» **Requirement**
Each line in the entries below that holds the word "hidden" belongs in the answer.

» **Available data**
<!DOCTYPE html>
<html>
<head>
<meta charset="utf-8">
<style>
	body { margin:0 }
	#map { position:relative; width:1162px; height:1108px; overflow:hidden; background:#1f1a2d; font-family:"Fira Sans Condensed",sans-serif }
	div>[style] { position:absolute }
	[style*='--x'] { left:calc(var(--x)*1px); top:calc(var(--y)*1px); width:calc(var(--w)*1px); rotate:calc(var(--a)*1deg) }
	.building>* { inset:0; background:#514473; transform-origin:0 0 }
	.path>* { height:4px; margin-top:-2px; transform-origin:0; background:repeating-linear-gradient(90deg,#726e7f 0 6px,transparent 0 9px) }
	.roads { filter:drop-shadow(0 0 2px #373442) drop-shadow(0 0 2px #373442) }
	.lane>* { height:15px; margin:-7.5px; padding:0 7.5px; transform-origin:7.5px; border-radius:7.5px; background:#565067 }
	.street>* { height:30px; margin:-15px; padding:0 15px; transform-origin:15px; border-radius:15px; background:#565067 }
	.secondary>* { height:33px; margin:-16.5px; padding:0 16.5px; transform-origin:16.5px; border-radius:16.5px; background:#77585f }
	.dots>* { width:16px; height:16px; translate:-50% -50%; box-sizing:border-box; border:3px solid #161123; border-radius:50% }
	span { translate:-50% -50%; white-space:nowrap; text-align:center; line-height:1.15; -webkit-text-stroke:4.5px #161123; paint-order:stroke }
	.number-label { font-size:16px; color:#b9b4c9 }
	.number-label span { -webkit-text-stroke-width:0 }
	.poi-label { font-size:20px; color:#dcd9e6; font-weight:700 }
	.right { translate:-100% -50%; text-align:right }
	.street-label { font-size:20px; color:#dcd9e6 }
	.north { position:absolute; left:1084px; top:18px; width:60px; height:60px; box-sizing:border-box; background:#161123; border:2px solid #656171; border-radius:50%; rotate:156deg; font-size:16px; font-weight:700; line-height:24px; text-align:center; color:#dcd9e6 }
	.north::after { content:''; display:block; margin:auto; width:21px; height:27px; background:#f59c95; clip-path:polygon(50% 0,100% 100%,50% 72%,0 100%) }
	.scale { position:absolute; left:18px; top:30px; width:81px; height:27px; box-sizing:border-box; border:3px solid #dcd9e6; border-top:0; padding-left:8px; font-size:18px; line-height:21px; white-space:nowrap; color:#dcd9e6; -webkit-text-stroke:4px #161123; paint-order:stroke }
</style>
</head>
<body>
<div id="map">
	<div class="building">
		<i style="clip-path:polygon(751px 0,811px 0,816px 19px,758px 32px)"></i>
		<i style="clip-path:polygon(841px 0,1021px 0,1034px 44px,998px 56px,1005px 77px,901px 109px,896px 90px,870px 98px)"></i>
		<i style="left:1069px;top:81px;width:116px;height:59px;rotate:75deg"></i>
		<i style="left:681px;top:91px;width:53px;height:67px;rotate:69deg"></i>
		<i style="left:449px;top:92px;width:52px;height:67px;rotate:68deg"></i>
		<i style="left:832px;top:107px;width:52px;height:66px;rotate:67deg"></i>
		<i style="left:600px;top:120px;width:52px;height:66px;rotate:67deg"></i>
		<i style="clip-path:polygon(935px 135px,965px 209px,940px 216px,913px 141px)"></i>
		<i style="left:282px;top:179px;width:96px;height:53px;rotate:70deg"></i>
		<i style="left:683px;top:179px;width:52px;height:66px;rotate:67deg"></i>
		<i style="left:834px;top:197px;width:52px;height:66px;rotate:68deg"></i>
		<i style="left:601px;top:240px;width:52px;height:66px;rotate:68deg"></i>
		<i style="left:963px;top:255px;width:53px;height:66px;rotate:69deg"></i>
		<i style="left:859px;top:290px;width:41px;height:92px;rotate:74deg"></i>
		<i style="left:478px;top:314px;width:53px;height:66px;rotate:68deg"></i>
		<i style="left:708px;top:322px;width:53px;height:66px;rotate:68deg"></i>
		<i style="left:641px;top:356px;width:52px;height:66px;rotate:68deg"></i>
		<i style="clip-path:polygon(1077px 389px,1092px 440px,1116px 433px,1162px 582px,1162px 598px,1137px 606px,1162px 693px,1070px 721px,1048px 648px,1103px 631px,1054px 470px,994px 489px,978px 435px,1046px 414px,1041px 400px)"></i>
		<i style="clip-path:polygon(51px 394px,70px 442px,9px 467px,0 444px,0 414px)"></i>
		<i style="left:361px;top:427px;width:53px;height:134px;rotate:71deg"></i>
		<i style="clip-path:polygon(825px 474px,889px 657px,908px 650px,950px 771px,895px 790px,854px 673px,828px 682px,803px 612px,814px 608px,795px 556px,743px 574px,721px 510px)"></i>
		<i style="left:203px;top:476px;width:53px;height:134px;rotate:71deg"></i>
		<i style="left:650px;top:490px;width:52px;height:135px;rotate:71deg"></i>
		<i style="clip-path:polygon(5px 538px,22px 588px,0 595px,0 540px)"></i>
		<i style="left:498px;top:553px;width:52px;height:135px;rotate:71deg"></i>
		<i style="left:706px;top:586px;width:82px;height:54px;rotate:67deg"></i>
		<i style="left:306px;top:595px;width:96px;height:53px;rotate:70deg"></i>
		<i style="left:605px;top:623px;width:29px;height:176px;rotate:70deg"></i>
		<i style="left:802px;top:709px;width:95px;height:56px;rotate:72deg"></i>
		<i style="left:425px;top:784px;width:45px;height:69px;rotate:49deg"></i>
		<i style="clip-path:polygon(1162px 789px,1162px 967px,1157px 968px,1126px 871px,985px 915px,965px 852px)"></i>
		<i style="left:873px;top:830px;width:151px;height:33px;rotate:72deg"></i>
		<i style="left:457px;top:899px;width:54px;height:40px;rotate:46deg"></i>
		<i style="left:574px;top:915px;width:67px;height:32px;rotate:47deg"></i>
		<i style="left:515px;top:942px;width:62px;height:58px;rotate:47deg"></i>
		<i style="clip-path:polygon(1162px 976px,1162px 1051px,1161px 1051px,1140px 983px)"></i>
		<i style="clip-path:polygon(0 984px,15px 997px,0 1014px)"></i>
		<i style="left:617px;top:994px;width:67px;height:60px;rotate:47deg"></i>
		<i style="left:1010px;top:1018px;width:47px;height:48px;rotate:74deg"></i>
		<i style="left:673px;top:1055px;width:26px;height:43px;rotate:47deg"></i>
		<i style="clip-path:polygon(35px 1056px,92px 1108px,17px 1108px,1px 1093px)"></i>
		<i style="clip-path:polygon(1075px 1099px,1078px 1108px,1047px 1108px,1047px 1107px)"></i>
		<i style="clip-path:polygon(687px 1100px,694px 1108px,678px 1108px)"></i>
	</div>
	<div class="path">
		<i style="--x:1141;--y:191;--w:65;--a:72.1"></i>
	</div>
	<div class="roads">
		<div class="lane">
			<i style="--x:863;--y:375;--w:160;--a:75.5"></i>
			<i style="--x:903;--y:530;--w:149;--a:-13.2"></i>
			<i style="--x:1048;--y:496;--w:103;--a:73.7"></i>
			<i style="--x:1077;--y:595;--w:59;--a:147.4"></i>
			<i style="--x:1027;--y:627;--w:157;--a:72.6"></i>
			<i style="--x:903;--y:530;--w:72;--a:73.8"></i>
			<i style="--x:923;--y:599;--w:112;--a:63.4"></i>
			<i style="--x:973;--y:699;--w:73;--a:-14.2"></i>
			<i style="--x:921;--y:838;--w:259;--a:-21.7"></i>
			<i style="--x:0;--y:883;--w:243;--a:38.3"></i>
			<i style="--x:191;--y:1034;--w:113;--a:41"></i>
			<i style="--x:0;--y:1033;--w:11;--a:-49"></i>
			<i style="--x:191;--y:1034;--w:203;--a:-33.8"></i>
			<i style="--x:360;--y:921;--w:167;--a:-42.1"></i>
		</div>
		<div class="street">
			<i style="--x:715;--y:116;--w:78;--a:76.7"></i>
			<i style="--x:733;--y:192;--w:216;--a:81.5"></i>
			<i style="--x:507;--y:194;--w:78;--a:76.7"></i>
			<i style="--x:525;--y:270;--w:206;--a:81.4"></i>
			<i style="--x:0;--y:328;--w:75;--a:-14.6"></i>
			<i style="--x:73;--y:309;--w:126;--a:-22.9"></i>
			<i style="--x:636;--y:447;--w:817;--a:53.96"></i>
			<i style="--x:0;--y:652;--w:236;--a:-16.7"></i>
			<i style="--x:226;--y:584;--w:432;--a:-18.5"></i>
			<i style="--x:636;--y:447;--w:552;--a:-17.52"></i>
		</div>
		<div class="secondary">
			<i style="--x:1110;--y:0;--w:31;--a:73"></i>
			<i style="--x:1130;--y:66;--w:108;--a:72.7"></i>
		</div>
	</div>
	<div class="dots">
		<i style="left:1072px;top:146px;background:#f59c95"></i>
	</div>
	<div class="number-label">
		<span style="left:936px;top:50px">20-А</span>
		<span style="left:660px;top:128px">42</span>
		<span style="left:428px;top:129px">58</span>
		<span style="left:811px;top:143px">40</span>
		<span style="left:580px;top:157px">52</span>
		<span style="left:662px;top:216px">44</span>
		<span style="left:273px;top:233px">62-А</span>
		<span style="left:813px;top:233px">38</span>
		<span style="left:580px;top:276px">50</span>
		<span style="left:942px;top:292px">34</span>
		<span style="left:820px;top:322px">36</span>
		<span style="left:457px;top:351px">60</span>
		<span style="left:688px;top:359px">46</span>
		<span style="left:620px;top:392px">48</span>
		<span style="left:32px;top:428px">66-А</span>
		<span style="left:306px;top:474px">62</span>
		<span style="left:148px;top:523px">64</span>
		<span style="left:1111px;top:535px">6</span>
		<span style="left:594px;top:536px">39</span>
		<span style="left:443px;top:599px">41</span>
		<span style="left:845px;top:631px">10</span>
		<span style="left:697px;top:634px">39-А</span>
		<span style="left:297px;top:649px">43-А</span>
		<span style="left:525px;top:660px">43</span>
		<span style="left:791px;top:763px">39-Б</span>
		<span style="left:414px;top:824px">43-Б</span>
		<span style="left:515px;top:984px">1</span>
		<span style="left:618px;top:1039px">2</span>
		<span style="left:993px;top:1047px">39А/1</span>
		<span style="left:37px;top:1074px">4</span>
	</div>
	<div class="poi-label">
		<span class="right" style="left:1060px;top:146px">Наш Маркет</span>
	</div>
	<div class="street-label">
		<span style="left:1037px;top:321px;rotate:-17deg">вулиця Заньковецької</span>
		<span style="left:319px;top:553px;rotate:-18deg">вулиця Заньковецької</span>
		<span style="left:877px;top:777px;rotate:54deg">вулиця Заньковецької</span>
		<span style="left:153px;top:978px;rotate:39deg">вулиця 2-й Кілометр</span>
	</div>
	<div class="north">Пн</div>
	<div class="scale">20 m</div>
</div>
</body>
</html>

* * *

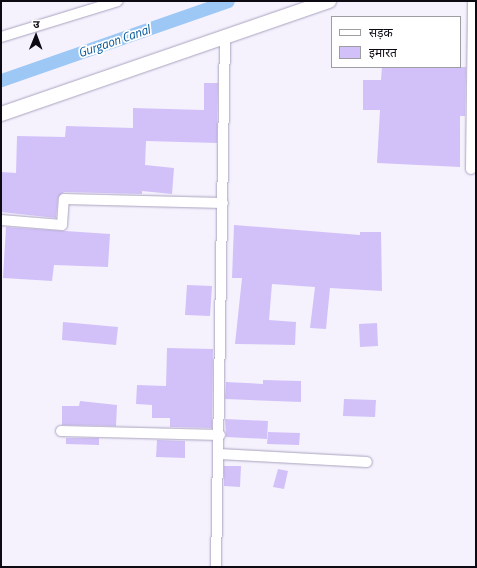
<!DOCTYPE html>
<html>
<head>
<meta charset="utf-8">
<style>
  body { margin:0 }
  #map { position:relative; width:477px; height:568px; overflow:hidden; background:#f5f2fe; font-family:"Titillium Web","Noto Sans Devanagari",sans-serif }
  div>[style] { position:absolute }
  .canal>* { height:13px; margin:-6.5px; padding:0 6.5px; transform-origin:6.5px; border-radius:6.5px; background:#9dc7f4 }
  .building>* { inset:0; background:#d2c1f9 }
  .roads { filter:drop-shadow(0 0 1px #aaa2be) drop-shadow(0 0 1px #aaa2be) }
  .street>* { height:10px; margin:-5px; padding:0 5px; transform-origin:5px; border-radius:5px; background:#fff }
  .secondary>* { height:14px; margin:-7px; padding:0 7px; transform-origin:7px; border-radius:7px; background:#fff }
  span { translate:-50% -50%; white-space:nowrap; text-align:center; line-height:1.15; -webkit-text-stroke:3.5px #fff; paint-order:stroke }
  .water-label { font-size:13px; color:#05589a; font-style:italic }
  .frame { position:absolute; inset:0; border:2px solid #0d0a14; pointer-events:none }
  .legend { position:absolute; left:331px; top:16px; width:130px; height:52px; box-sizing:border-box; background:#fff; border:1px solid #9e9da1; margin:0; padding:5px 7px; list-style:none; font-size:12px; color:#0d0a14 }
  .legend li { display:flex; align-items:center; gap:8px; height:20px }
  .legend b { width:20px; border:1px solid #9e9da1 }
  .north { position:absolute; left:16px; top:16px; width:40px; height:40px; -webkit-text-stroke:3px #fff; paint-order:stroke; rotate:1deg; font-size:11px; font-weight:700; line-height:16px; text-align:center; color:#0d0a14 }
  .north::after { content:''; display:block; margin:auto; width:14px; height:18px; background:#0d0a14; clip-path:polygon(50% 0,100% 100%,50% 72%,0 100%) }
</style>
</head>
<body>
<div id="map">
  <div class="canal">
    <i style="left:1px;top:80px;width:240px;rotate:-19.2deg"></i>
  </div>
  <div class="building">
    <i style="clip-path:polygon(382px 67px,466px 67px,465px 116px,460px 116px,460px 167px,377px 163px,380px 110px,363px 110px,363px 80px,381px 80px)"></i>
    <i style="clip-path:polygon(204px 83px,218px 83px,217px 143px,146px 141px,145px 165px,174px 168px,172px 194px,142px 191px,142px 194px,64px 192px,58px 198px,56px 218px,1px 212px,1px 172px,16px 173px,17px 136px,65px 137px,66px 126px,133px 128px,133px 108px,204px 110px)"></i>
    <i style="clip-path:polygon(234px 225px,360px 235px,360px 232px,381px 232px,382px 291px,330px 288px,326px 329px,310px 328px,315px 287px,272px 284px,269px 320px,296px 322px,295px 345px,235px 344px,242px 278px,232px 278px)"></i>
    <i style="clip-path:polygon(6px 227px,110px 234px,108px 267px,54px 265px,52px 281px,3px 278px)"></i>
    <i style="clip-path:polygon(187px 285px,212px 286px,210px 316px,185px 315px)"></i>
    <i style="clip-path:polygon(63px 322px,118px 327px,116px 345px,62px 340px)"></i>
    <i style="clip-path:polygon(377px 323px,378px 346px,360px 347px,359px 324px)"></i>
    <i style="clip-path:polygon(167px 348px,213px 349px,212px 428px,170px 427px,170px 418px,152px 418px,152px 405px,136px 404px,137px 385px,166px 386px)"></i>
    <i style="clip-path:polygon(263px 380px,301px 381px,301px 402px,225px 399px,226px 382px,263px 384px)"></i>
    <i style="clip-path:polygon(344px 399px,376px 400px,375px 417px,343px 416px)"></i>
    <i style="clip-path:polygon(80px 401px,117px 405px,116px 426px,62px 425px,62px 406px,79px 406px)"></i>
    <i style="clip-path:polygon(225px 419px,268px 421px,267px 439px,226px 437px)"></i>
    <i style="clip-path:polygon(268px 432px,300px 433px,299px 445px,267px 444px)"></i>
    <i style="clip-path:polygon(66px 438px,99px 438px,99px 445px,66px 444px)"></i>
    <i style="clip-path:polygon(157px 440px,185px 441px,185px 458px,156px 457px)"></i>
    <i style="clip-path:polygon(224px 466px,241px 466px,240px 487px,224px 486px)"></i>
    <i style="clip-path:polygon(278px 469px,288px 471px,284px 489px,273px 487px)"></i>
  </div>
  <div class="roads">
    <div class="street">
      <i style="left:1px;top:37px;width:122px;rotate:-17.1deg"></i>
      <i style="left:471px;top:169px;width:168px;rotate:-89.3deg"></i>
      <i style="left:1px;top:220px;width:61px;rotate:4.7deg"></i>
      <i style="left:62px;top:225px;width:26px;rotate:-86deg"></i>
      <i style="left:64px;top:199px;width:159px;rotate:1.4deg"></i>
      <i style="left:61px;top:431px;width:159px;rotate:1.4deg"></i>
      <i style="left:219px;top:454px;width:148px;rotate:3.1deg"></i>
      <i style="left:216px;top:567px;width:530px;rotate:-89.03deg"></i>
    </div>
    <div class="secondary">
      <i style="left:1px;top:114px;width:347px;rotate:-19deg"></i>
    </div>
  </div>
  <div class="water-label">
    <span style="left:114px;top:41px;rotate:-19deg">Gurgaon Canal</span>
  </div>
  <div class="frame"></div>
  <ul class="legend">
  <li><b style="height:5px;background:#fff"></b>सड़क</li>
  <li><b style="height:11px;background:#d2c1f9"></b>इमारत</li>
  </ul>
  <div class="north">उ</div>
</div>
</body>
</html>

» **Answer box**
	#map { position:relative; width:1162px; height:1108px; overflow:hidden; background:#1f1a2d; font-family:"Fira Sans Condensed",sans-serif }
  #map { position:relative; width:477px; height:568px; overflow:hidden; background:#f5f2fe; font-family:"Titillium Web","Noto Sans Devanagari",sans-serif }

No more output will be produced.